§ Problem description: Using the material below, print the line that contains "function fillPath(path, color)", the line that contains "function trace(path, color, width, dash)", and every line in between, exactly and nothing else.
:: Provided records
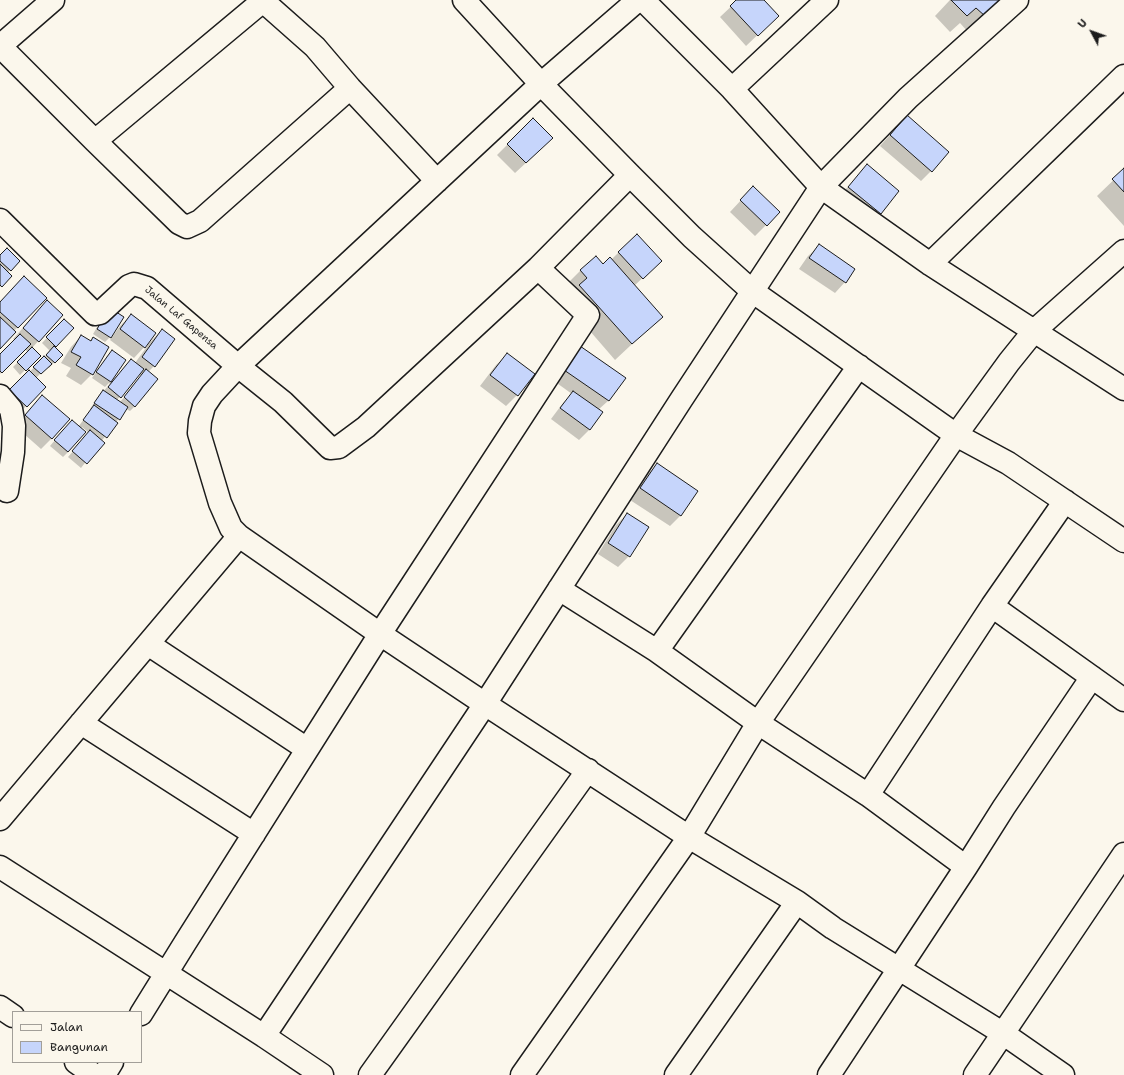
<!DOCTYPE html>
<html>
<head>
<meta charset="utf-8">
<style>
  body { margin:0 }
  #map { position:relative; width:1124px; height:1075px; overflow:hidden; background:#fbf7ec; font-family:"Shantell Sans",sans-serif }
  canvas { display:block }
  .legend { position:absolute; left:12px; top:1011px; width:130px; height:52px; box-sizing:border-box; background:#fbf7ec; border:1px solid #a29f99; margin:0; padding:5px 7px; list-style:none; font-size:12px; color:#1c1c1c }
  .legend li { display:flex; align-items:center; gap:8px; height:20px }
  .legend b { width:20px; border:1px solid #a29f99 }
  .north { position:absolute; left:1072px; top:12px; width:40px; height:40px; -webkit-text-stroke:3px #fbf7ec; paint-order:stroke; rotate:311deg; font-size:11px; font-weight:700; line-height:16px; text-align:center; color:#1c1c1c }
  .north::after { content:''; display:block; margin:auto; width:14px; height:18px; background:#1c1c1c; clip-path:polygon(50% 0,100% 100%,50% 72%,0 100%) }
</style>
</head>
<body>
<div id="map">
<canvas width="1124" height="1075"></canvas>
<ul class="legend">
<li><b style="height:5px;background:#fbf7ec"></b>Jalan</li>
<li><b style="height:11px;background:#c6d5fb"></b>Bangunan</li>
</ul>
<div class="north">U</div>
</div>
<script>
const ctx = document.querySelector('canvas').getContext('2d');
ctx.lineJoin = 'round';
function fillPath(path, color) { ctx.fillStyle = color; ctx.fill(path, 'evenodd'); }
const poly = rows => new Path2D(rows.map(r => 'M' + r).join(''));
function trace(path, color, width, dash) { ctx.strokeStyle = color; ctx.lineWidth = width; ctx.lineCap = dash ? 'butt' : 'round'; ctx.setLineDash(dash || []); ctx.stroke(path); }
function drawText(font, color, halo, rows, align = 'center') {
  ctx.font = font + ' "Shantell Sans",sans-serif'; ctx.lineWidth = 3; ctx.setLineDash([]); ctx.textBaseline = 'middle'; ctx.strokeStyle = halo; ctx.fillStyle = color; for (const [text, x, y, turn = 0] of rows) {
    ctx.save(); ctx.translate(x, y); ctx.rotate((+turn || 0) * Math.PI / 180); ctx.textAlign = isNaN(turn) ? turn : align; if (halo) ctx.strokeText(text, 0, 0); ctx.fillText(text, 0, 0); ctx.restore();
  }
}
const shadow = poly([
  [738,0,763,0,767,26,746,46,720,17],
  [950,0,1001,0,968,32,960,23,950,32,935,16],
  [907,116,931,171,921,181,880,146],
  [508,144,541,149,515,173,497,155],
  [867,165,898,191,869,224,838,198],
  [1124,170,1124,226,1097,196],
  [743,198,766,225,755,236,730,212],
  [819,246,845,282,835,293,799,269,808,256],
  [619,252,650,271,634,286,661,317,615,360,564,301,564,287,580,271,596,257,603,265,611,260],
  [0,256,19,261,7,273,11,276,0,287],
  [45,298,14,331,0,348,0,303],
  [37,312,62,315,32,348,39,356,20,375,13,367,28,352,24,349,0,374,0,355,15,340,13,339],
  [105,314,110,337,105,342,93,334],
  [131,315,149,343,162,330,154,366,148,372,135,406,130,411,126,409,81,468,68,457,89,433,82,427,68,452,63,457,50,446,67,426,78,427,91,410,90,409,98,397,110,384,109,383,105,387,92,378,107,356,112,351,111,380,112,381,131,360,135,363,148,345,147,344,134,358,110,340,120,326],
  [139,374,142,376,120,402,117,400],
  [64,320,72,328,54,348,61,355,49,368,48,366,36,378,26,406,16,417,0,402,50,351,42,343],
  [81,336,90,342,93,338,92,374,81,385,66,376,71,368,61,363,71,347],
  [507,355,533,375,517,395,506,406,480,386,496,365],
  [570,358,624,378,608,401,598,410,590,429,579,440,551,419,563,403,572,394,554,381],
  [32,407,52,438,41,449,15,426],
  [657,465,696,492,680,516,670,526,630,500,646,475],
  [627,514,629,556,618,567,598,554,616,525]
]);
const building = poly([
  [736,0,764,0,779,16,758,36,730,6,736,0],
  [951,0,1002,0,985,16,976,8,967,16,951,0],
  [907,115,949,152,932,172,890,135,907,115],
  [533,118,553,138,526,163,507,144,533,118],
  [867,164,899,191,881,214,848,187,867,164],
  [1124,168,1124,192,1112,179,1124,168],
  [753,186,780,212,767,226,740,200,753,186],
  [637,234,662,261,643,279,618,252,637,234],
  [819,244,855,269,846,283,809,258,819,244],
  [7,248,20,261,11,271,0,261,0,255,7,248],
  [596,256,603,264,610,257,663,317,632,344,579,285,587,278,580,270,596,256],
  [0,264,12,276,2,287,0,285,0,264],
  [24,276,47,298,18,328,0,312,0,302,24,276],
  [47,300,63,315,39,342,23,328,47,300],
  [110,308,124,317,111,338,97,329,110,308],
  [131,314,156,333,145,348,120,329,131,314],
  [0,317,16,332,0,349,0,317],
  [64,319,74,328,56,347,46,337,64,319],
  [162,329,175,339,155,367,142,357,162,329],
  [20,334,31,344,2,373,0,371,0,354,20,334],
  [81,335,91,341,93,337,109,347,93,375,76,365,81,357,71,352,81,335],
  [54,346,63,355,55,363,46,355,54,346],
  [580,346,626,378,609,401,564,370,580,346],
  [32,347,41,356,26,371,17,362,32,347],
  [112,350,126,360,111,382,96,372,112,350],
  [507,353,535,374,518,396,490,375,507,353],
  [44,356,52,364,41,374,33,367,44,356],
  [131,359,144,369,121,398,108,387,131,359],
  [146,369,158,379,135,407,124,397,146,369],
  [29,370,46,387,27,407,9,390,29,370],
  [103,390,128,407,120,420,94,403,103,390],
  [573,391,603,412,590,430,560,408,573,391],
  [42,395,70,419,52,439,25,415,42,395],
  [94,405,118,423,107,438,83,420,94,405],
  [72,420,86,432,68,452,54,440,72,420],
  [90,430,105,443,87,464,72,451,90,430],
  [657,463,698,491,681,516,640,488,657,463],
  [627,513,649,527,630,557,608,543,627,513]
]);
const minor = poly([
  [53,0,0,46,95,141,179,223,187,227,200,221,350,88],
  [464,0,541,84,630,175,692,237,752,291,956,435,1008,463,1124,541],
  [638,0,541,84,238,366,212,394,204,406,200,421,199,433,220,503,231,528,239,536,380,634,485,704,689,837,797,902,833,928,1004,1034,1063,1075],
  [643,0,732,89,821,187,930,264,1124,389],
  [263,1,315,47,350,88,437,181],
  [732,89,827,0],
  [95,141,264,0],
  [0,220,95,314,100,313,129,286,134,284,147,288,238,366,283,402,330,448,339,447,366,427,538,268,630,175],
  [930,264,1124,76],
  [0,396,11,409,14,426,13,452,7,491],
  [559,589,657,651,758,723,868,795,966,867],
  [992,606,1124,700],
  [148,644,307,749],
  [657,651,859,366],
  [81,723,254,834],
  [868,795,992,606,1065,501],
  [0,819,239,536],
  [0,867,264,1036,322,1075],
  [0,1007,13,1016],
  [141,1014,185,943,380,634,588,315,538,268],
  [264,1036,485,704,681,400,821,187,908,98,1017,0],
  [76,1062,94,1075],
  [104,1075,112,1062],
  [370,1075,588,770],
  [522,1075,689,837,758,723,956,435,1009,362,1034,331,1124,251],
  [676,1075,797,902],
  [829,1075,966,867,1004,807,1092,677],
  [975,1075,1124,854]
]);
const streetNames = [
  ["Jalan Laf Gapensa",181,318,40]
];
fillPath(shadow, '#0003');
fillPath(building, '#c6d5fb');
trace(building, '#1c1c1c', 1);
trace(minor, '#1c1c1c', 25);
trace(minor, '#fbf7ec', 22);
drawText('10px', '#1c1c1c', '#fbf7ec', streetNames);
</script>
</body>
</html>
::::
§ Exercise result:
function fillPath(path, color) { ctx.fillStyle = color; ctx.fill(path, 'evenodd'); }
const poly = rows => new Path2D(rows.map(r => 'M' + r).join(''));
function trace(path, color, width, dash) { ctx.strokeStyle = color; ctx.lineWidth = width; ctx.lineCap = dash ? 'butt' : 'round'; ctx.setLineDash(dash || []); ctx.stroke(path); }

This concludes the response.